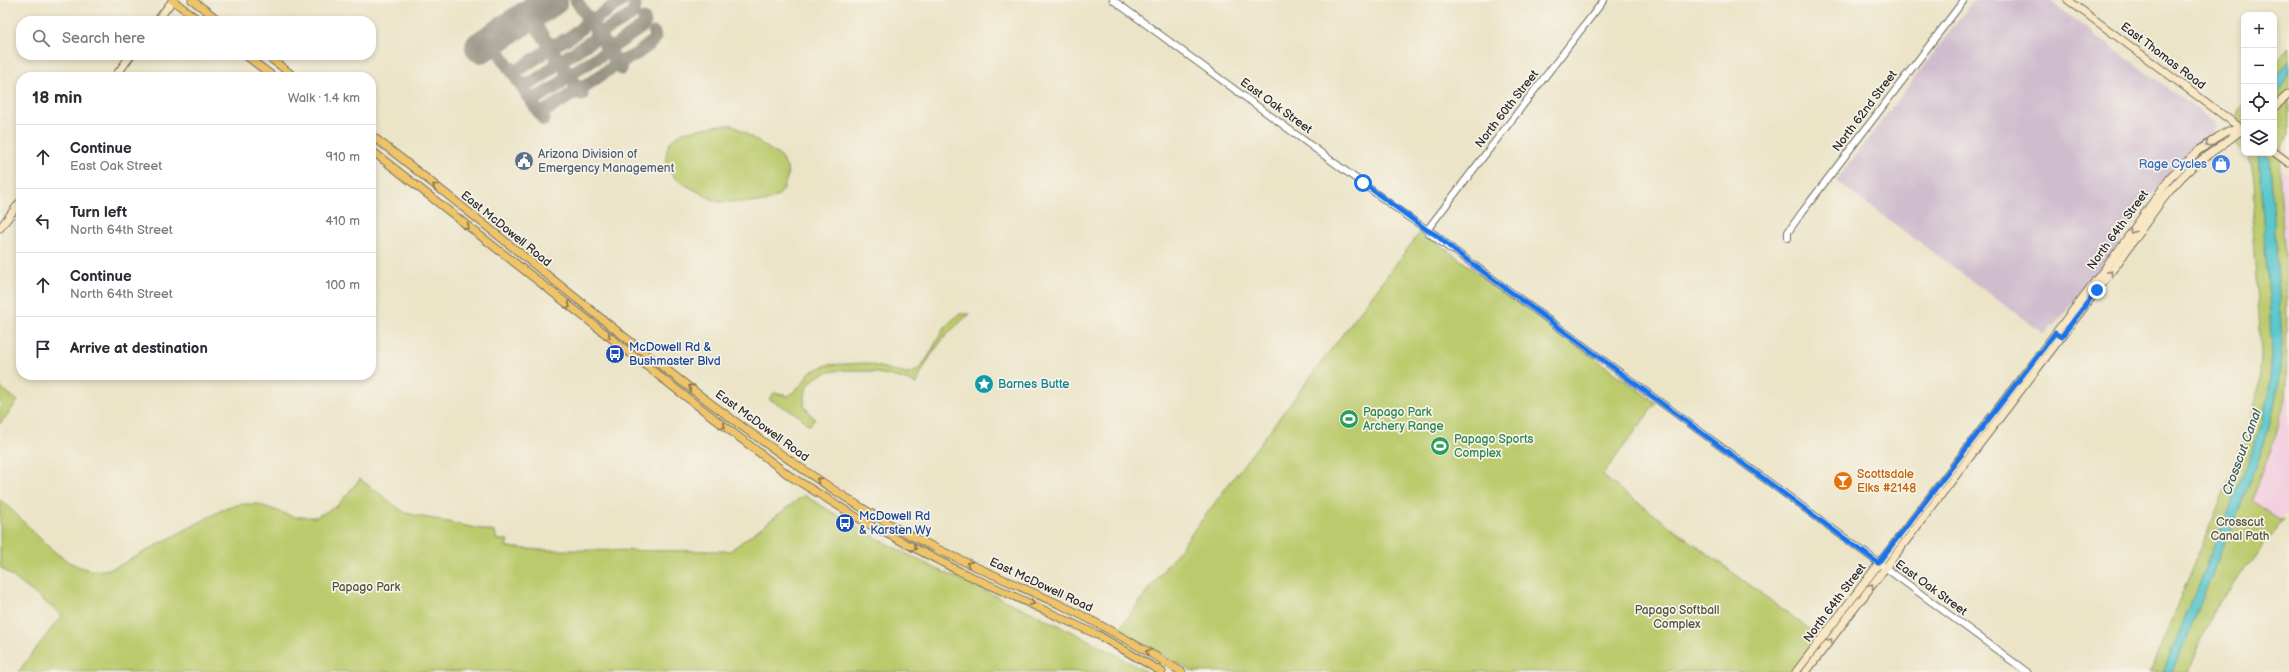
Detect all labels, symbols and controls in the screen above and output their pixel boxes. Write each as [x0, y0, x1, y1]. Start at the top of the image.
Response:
map controls [2241, 12, 2277, 156]
button: + [2241, 12, 2277, 48]
search box [16, 16, 376, 60]
street label: East Thomas Road [2118, 19, 2209, 93]
icon: search [30, 27, 52, 49]
text: Search here [62, 29, 145, 48]
button: − [2241, 48, 2277, 84]
street label: North 60th Street [1472, 67, 1542, 151]
street label: North 62nd Street [1830, 67, 1901, 155]
street label: East Oak Street [1237, 75, 1315, 137]
button: locate [2241, 84, 2277, 120]
text: 18 min [32, 88, 82, 108]
text: Walk · 1.4 km [288, 90, 360, 106]
button: layers [2241, 120, 2277, 156]
text: Continue [70, 139, 132, 158]
one-way arrow [2205, 139, 2212, 146]
icon: ahead [32, 146, 54, 168]
place label: Arizona Division of Emergency Management [538, 147, 675, 176]
text: 910 m [326, 149, 360, 165]
public building icon: Arizona Division of Emergency Management [513, 150, 535, 172]
shop icon: Rage Cycles [2210, 153, 2232, 175]
place label: Rage Cycles [2139, 157, 2207, 172]
text: East Oak Street [70, 158, 162, 174]
route start [1354, 174, 1372, 192]
one-way arrow [433, 184, 440, 191]
street label: North 64th Street [2084, 187, 2152, 273]
street label: East McDowell Road [458, 188, 554, 270]
text: Turn left [70, 203, 127, 222]
icon: left [32, 210, 54, 232]
text: 410 m [325, 213, 360, 229]
text: North 64th Street [70, 222, 173, 238]
one-way arrow [463, 222, 470, 229]
one-way arrow [2130, 226, 2137, 233]
text: Continue [70, 267, 132, 286]
one-way arrow [2105, 270, 2112, 277]
icon: ahead [32, 274, 54, 296]
text: 100 m [325, 277, 360, 293]
route end [2088, 281, 2106, 299]
text: North 64th Street [70, 286, 173, 302]
one-way arrow [563, 301, 570, 308]
one-way arrow [604, 332, 611, 339]
icon: arrive [32, 338, 54, 360]
text: Arrive at destination [70, 339, 208, 358]
place label: McDowell Rd & Bushmaster Blvd [629, 340, 721, 369]
bus stop icon: McDowell Rd & Bushmaster Blvd [604, 343, 626, 365]
place icon: Barnes Butte [973, 373, 995, 395]
place label: Barnes Butte [998, 377, 1069, 392]
one-way arrow [688, 385, 695, 392]
street label: East McDowell Road [712, 387, 812, 465]
place label: Papago Park Archery Range [1363, 405, 1444, 434]
water label: Crosscut Canal [2219, 406, 2265, 497]
sports icon: Papago Park Archery Range [1338, 408, 1360, 430]
one-way arrow [718, 421, 725, 428]
place label: Papago Sports Complex [1454, 432, 1533, 461]
sports icon: Papago Sports Complex [1429, 435, 1451, 457]
place label: Scottsdale Elks #2148 [1857, 467, 1916, 496]
bar icon: Scottsdale Elks #2148 [1832, 470, 1854, 492]
one-way arrow [816, 477, 823, 485]
place label: McDowell Rd & Karsten Wy [859, 509, 932, 538]
bus stop icon: McDowell Rd & Karsten Wy [834, 512, 856, 534]
park label: Crosscut Canal Path [2211, 515, 2270, 544]
one-way arrow [910, 543, 917, 551]
street label: East McDowell Road [987, 554, 1095, 616]
street label: East Oak Street [1892, 557, 1970, 619]
street label: North 64th Street [1800, 560, 1870, 645]
one-way arrow [965, 561, 973, 569]
park label: Papago Park [332, 580, 400, 595]
one-way arrow [1866, 583, 1873, 590]
one-way arrow [1027, 598, 1035, 606]
park label: Papago Softball Complex [1635, 603, 1719, 632]
one-way arrow [1825, 638, 1832, 645]
one-way arrow [1145, 649, 1152, 656]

_____

### Instructions for the task
Word for word, return the material above; the pictures stay out.

### Answer below
Detect all labels, symbols and controls in the screen above and output their pixel boxes. Write each as [x0, y0, x1, y1]. Start at the top of the image.
Response:
map controls [2241, 12, 2277, 156]
button: + [2241, 12, 2277, 48]
search box [16, 16, 376, 60]
street label: East Thomas Road [2118, 19, 2209, 93]
icon: search [30, 27, 52, 49]
text: Search here [62, 29, 145, 48]
button: − [2241, 48, 2277, 84]
street label: North 60th Street [1472, 67, 1542, 151]
street label: North 62nd Street [1830, 67, 1901, 155]
street label: East Oak Street [1237, 75, 1315, 137]
button: locate [2241, 84, 2277, 120]
text: 18 min [32, 88, 82, 108]
text: Walk · 1.4 km [288, 90, 360, 106]
button: layers [2241, 120, 2277, 156]
text: Continue [70, 139, 132, 158]
one-way arrow [2205, 139, 2212, 146]
icon: ahead [32, 146, 54, 168]
place label: Arizona Division of Emergency Management [538, 147, 675, 176]
text: 910 m [326, 149, 360, 165]
public building icon: Arizona Division of Emergency Management [513, 150, 535, 172]
shop icon: Rage Cycles [2210, 153, 2232, 175]
place label: Rage Cycles [2139, 157, 2207, 172]
text: East Oak Street [70, 158, 162, 174]
route start [1354, 174, 1372, 192]
one-way arrow [433, 184, 440, 191]
street label: North 64th Street [2084, 187, 2152, 273]
street label: East McDowell Road [458, 188, 554, 270]
text: Turn left [70, 203, 127, 222]
icon: left [32, 210, 54, 232]
text: 410 m [325, 213, 360, 229]
text: North 64th Street [70, 222, 173, 238]
one-way arrow [463, 222, 470, 229]
one-way arrow [2130, 226, 2137, 233]
text: Continue [70, 267, 132, 286]
one-way arrow [2105, 270, 2112, 277]
icon: ahead [32, 274, 54, 296]
text: 100 m [325, 277, 360, 293]
route end [2088, 281, 2106, 299]
text: North 64th Street [70, 286, 173, 302]
one-way arrow [563, 301, 570, 308]
one-way arrow [604, 332, 611, 339]
icon: arrive [32, 338, 54, 360]
text: Arrive at destination [70, 339, 208, 358]
place label: McDowell Rd & Bushmaster Blvd [629, 340, 721, 369]
bus stop icon: McDowell Rd & Bushmaster Blvd [604, 343, 626, 365]
place icon: Barnes Butte [973, 373, 995, 395]
place label: Barnes Butte [998, 377, 1069, 392]
one-way arrow [688, 385, 695, 392]
street label: East McDowell Road [712, 387, 812, 465]
place label: Papago Park Archery Range [1363, 405, 1444, 434]
water label: Crosscut Canal [2219, 406, 2265, 497]
sports icon: Papago Park Archery Range [1338, 408, 1360, 430]
one-way arrow [718, 421, 725, 428]
place label: Papago Sports Complex [1454, 432, 1533, 461]
sports icon: Papago Sports Complex [1429, 435, 1451, 457]
place label: Scottsdale Elks #2148 [1857, 467, 1916, 496]
bar icon: Scottsdale Elks #2148 [1832, 470, 1854, 492]
one-way arrow [816, 477, 823, 485]
place label: McDowell Rd & Karsten Wy [859, 509, 932, 538]
bus stop icon: McDowell Rd & Karsten Wy [834, 512, 856, 534]
park label: Crosscut Canal Path [2211, 515, 2270, 544]
one-way arrow [910, 543, 917, 551]
street label: East McDowell Road [987, 554, 1095, 616]
street label: East Oak Street [1892, 557, 1970, 619]
street label: North 64th Street [1800, 560, 1870, 645]
one-way arrow [965, 561, 973, 569]
park label: Papago Park [332, 580, 400, 595]
one-way arrow [1866, 583, 1873, 590]
one-way arrow [1027, 598, 1035, 606]
park label: Papago Softball Complex [1635, 603, 1719, 632]
one-way arrow [1825, 638, 1832, 645]
one-way arrow [1145, 649, 1152, 656]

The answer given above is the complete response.